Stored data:
[Start of Attachment]

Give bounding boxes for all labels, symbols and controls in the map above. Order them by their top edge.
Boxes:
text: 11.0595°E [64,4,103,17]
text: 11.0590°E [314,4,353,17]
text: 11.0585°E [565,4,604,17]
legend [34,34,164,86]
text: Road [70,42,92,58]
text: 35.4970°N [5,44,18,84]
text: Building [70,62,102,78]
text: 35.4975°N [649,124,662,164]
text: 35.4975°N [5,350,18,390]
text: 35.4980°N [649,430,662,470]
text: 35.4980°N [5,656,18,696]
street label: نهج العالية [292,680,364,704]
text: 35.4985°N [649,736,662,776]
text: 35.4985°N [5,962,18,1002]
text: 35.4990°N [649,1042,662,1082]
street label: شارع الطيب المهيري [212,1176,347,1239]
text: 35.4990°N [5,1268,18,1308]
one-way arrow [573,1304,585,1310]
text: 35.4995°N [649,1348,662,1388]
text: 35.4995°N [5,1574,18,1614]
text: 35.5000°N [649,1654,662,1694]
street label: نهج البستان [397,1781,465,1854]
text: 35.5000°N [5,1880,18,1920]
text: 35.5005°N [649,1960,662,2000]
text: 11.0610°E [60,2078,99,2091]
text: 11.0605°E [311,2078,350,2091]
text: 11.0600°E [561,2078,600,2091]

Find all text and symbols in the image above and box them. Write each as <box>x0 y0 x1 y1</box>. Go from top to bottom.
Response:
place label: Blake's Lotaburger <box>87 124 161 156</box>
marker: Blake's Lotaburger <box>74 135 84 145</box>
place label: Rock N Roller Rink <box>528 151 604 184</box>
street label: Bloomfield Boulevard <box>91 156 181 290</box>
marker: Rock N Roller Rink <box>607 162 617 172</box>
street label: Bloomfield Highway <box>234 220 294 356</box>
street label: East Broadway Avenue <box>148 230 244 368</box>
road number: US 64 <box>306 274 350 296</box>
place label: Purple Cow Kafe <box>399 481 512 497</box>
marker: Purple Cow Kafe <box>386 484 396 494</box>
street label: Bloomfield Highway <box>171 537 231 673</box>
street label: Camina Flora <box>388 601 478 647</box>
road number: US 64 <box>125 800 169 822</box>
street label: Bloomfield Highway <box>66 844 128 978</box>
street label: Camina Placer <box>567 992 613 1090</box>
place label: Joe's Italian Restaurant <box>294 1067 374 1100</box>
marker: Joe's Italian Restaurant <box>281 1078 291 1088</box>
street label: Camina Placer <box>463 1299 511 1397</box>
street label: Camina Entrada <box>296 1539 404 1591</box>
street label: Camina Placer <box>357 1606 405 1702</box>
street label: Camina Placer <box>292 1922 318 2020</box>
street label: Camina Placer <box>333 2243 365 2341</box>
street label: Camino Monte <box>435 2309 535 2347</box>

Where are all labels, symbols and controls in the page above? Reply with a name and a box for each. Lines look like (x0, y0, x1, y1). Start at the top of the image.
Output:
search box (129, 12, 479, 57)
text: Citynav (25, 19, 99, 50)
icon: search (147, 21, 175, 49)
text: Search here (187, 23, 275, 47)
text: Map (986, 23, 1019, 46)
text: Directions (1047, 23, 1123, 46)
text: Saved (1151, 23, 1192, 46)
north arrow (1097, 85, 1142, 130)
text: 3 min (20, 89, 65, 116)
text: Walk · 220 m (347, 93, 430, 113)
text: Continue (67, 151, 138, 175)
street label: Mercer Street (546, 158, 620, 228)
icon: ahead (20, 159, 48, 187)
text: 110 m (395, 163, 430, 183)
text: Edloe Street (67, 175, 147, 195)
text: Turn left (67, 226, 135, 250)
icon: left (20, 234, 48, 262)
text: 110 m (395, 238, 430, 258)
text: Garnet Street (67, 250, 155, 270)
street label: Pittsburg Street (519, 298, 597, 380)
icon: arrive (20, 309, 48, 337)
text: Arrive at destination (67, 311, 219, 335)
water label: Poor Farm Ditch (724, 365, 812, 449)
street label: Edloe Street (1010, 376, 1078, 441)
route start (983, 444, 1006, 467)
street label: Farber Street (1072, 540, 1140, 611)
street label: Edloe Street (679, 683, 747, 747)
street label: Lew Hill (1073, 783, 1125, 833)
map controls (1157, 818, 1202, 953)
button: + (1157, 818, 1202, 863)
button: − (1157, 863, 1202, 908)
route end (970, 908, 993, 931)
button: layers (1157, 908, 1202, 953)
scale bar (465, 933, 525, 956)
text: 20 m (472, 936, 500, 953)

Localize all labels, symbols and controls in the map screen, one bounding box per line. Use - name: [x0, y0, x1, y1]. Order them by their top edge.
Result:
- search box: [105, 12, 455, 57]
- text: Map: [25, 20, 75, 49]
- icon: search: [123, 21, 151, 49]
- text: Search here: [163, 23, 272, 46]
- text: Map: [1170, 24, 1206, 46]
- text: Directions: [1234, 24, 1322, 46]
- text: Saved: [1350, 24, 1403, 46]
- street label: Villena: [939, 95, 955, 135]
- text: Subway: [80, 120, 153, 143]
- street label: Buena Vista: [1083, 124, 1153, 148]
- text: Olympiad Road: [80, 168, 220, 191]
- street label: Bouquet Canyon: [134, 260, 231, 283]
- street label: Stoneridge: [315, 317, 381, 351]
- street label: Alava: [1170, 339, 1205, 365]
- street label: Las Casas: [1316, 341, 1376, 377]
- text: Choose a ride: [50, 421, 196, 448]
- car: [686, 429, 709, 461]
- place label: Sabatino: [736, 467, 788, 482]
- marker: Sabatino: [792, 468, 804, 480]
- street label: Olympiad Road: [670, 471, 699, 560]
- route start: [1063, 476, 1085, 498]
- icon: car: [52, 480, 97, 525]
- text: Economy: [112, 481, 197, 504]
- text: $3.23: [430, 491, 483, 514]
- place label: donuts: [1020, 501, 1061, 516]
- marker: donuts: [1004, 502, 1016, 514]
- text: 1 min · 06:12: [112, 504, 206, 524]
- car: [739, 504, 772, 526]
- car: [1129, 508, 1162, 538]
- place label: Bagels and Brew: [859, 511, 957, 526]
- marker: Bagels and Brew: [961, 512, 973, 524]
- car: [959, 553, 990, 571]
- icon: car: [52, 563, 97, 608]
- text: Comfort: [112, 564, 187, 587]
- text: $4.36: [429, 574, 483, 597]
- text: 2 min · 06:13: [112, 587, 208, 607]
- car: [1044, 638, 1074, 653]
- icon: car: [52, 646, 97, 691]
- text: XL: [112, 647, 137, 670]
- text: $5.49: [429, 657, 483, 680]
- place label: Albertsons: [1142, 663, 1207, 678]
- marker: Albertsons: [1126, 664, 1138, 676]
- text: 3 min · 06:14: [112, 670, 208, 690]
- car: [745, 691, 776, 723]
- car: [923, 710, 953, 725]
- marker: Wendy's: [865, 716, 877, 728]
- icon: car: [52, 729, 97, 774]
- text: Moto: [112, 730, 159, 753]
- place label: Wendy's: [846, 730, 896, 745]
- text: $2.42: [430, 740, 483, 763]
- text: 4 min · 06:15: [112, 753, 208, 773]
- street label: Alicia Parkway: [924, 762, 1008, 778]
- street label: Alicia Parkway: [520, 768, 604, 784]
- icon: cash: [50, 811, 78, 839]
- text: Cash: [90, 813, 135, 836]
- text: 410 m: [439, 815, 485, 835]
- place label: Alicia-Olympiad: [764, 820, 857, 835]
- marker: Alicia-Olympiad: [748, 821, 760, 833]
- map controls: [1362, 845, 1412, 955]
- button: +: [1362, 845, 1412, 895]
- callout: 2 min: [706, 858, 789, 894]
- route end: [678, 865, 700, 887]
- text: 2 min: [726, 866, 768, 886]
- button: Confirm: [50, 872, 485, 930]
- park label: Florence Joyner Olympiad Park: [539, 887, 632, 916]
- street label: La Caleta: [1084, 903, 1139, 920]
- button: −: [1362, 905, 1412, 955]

[End of Attachment]

* WORK ITEM *
Check the data for the word "each" and pull out the lines that have it.

* WORKED SOLUTION *
Find all text and symbols in the image above and box them. Write each as <box>x0 y0 x1 y1</box>. Go from top to bottom.
Where are all labels, symbols and controls in the page above? Reply with a name and a box for each. Lines look like (x0, y0, x1, y1). Start at the top of the image.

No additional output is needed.